What's in a Surname?


On April 3rd, 2019, after years of contemplating, I went down to the St. Johns County Court House and appeared before Judge John M. Alexander to restore my legal name. When I was born, my name was Richard Mark Allison and on April 3rd, I restored it back to that name. My mother, Donna and my father, Billy Joe Allison were married at very young ages. He was 21 and she was only 19 years old. A year later, I was born. Shortly thereafter, they divorced.

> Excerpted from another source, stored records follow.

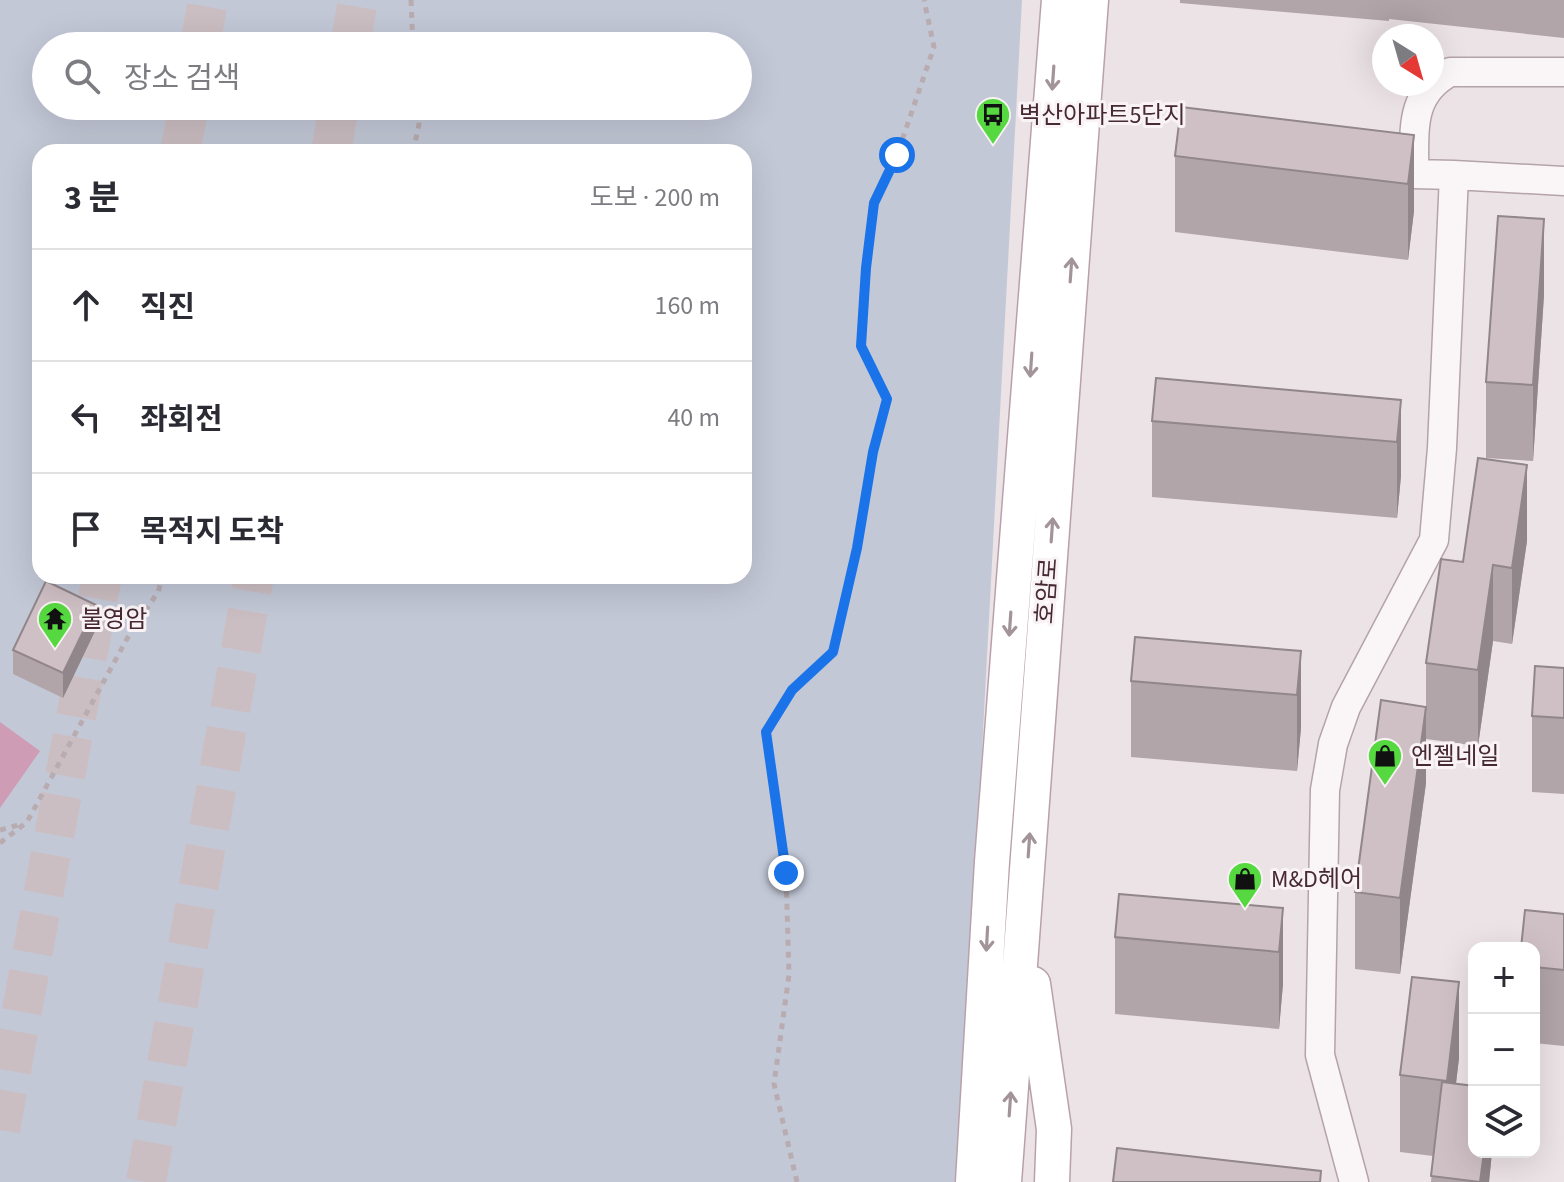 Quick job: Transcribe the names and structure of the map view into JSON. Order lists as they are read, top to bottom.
{
  "streets": {
    "main road": ["호암로"]
  },
  "places": {
    "bus stop": ["벽산아파트5단지"],
    "temple": ["불영암"],
    "shop": ["엔젤네일", "M&D헤어"]
  },
  "north": "bottom right",
  "page": {
    "search": "장소 검색",
    "heading": ["3 분", "도보 · 200 m"],
    "list": [
      ["직진", "160 m"],
      ["좌회전", "40 m"],
      "목적지 도착"
    ],
    "map_buttons": ["+", "−"]
  }
}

My mother quickly remarried a man from Sardis, Mississippi named Hillman Johnson. They were married when I was only two years old, so as you can imagine, Hillman was the father that I grew up with and the only father that I knew. Hillman and my mother went on to have three children together named Sharri, David and Gary. Unfortunately, my brother David was killed in a car wreck at age 32 back in 1993. Hillman passed away a few years later in 1996 at the age 57 of cancer. I miss them both dearly.

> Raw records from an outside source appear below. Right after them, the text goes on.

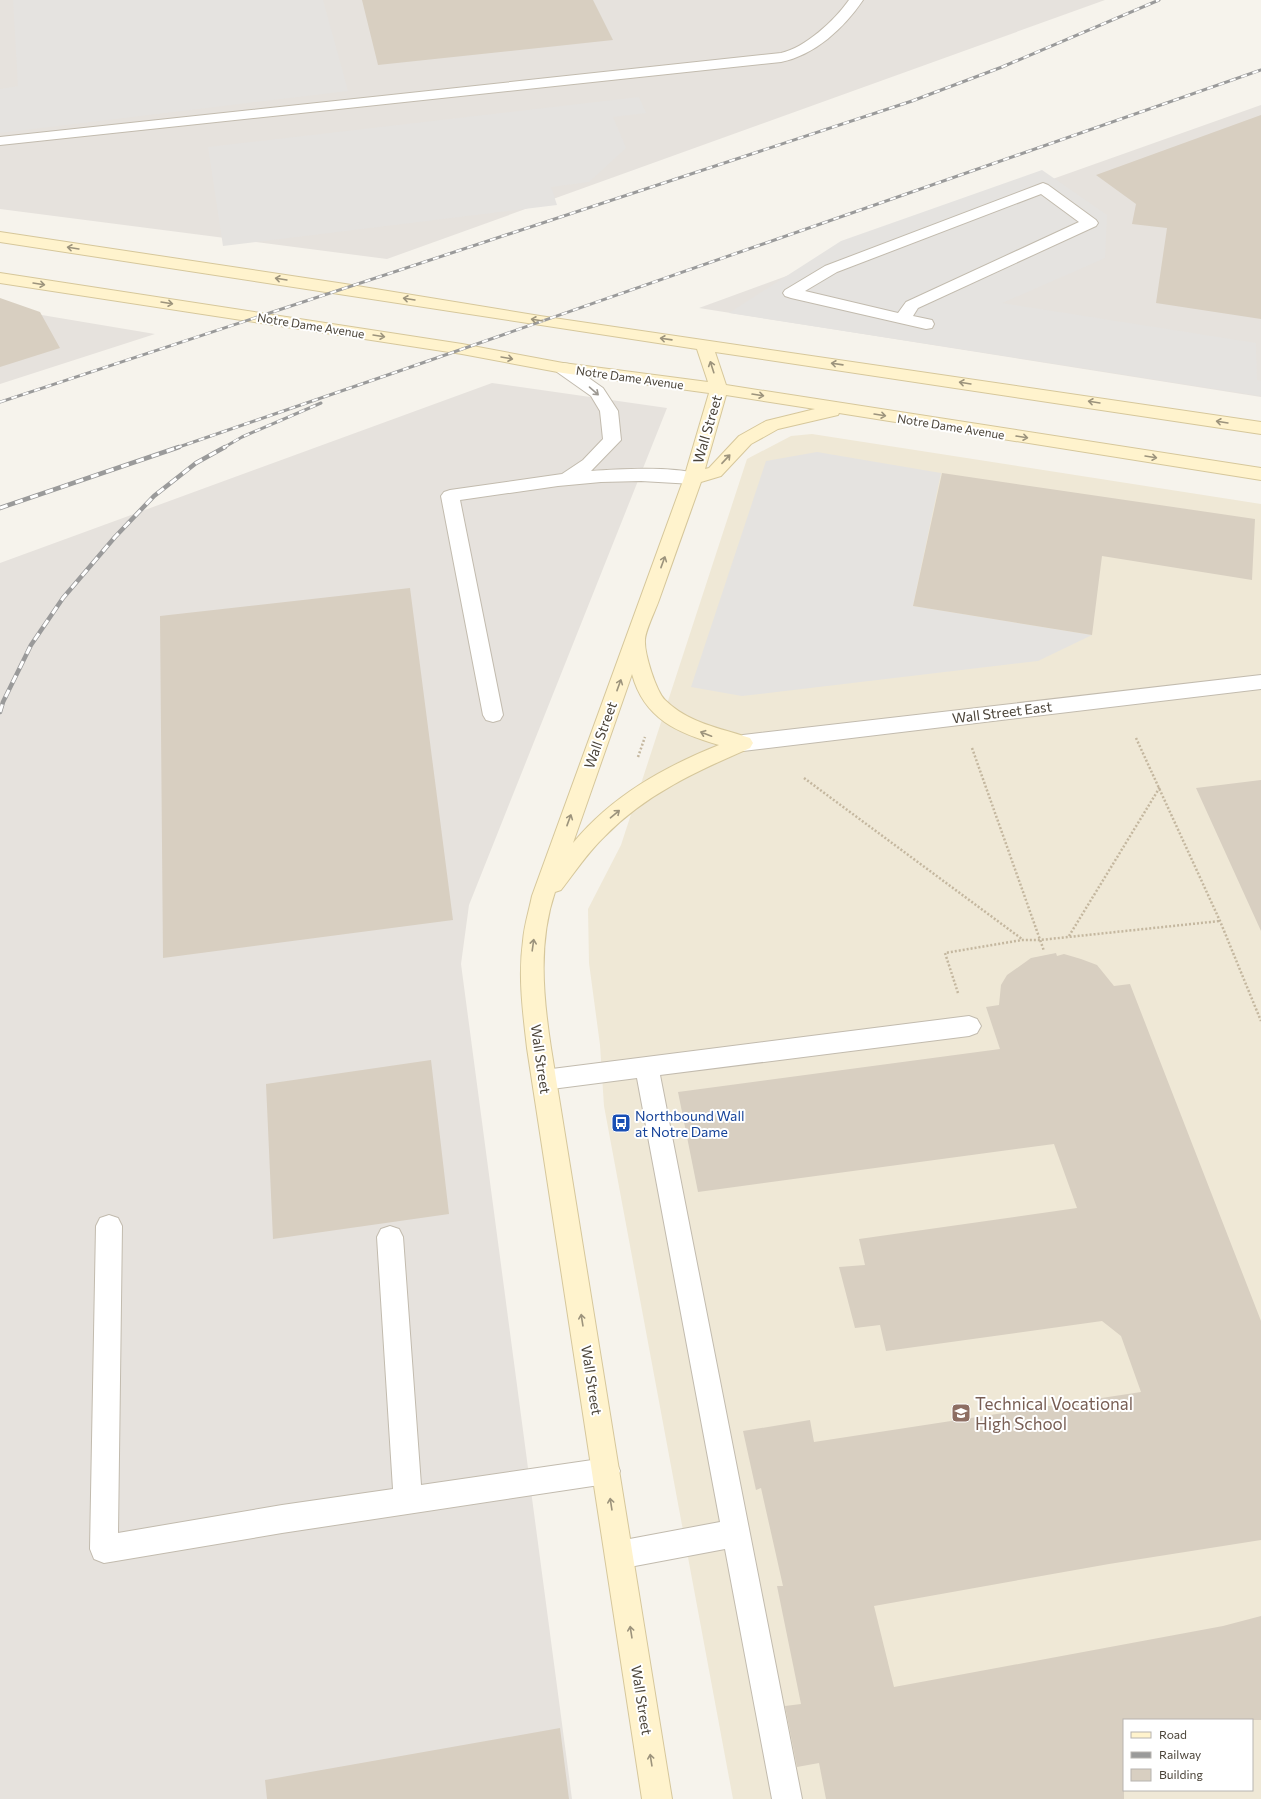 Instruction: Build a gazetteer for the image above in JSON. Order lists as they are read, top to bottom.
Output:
{
  "streets": {
    "main road": ["Notre Dame Avenue", "Wall Street"],
    "street": ["Wall Street East"]
  },
  "crossings": [
    ["Notre Dame Avenue", "Wall Street"]
  ],
  "one_way": ["Wall Street"],
  "places": {
    "bus stop": ["Northbound Wall at Notre Dame"],
    "school or university": ["Technical Vocational High School"]
  },
  "legend": ["Road", "Railway", "Building"]
}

I can vividly remember my first day of school at Meadowcliff Elementary School when my mother pulled me aside and told me that she had changed my name to Richard Allison Johnson. I also remember crying about it. I didn’t like it at all. I knew my name to be Richard Mark Allison and I didn’t want my name to change. Truth be told, I have been mad about it ever since. I always had a problem with my name being changed. Looking back, I had a hard time believing that my father Bill signed off on an adoption when I was six years old. I was told on more than one occasion that I was adopted by Hillman Johnson. I never really thought to ask Hillman about it. I just took my mother’s word for it.

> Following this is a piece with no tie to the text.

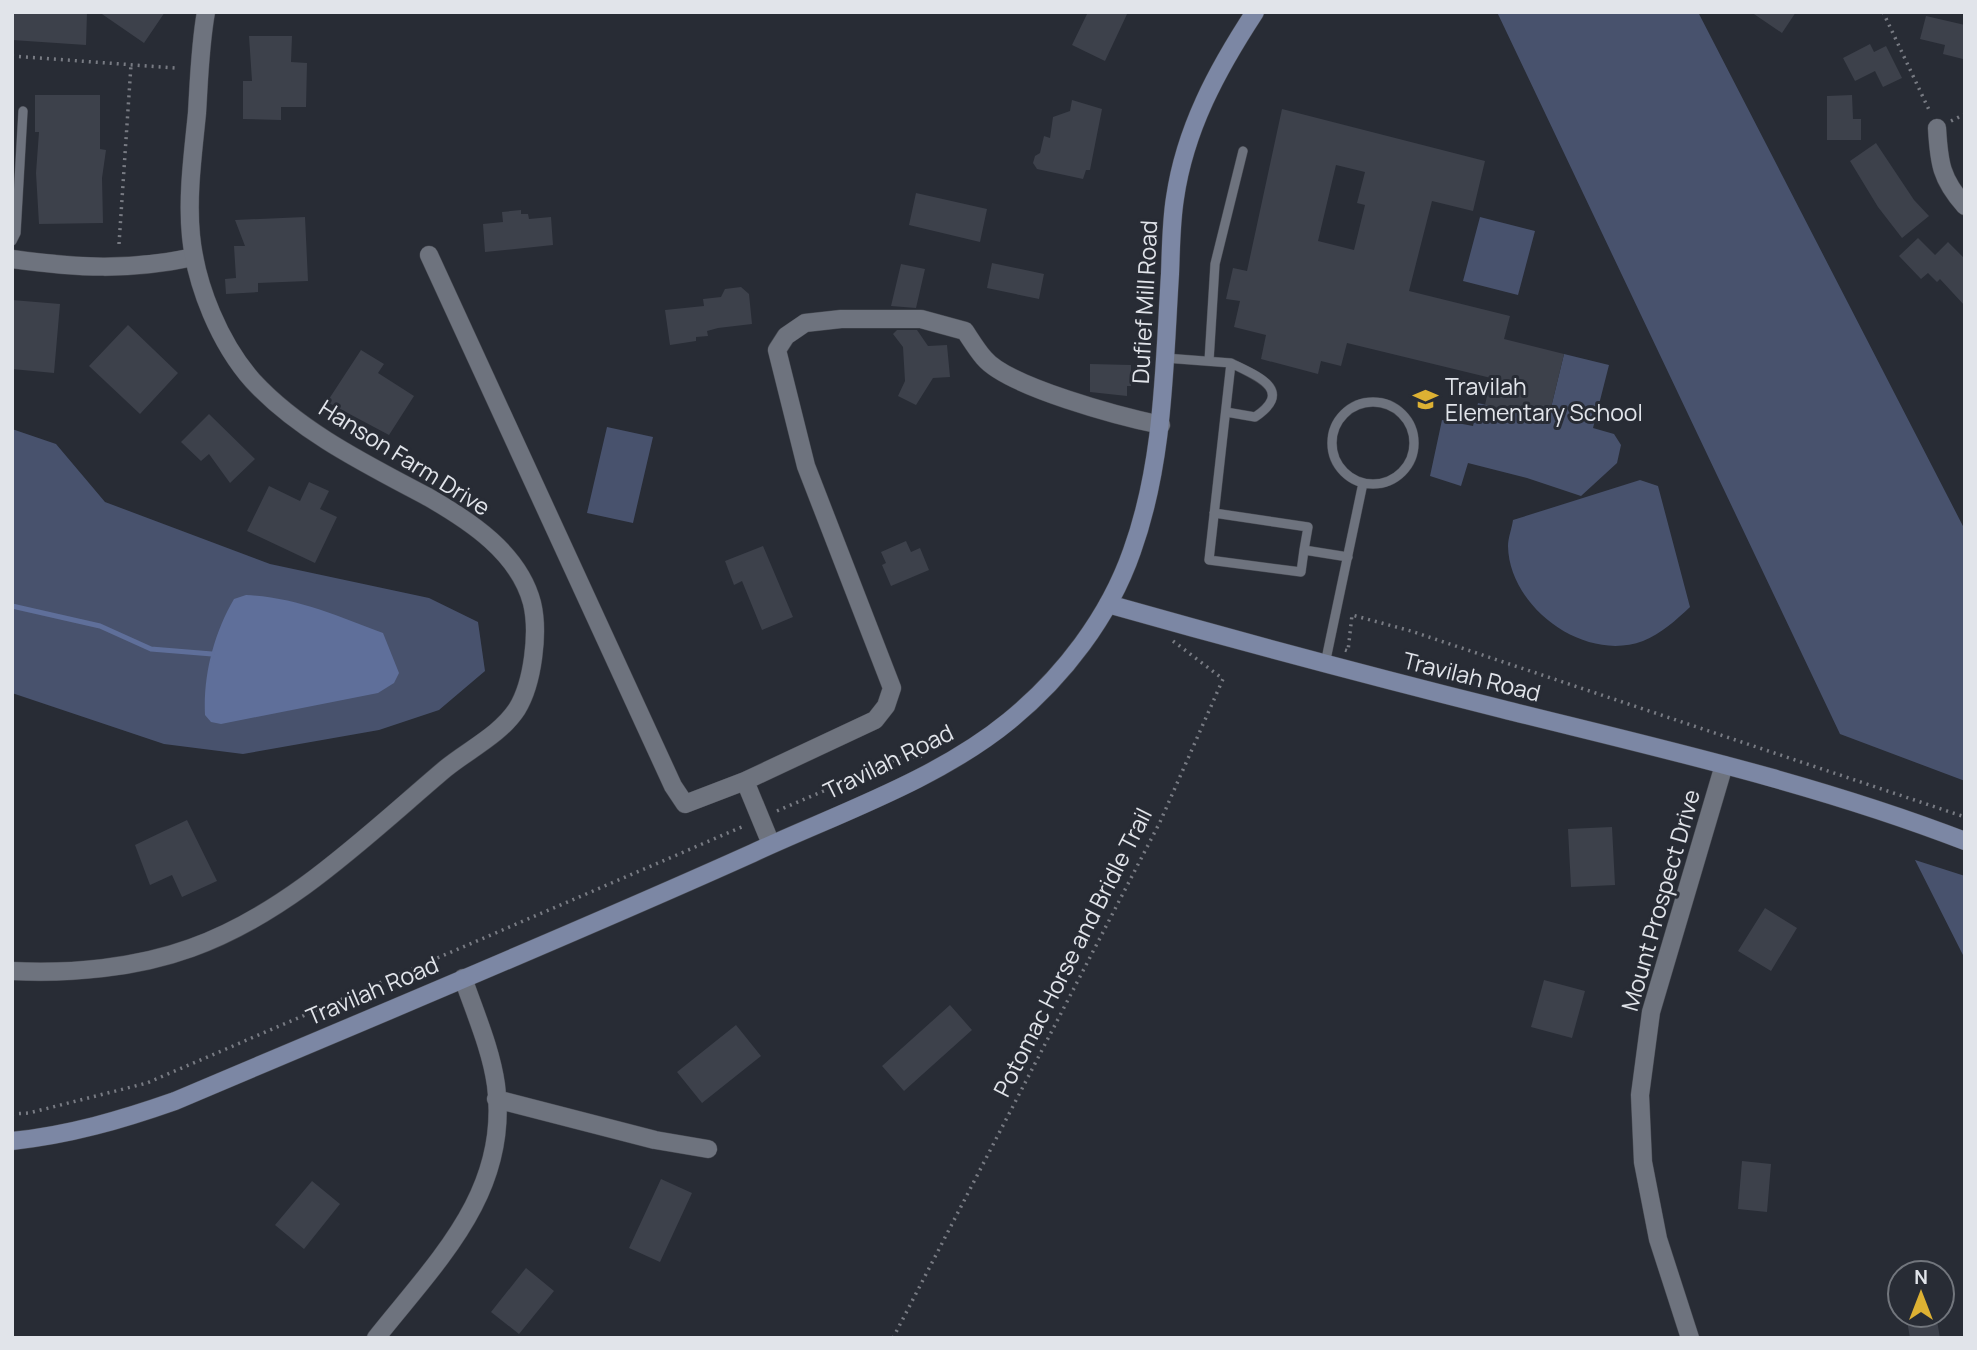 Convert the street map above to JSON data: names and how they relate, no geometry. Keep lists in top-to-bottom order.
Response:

A few years ago, I looked into the process for legally changing my name. In St. Johns County, the court’s instructions said that I had to get the original court order of any previous name change if I was wanting to restore a former name. A few years ago, I decided to contact the State of Arkansas and get a copy of the court order for what I thought would be my adoption papers where my name was changed. When I got the court order, I was stunned by what I found. I was never adopted. My mother simply had changed my name. All this time, I had thought that I was adopted. My mother didn’t change it when I was in the first grade, either. She changed it when I was about to go into Catholic High School for Boys when I was almost 15 years old! Everything that I had been told about when my name was changed, the fact that I was adopted, how Bill Allison had signed off on the adoption, all of these statements were simply not true. Even my sister Tami Allison thought that I was adopted. Tami had told me how upset my father was when my name was changed. He had just moved to Arkansas around this time, too. I’m not sure if that was a factor, or whether my mother had to change it to get me into Catholic High. My elementary and junior high records were under Richard Allison Johnson and I needed to have that name in order to gain admittance into Catholic High. That is my best guess.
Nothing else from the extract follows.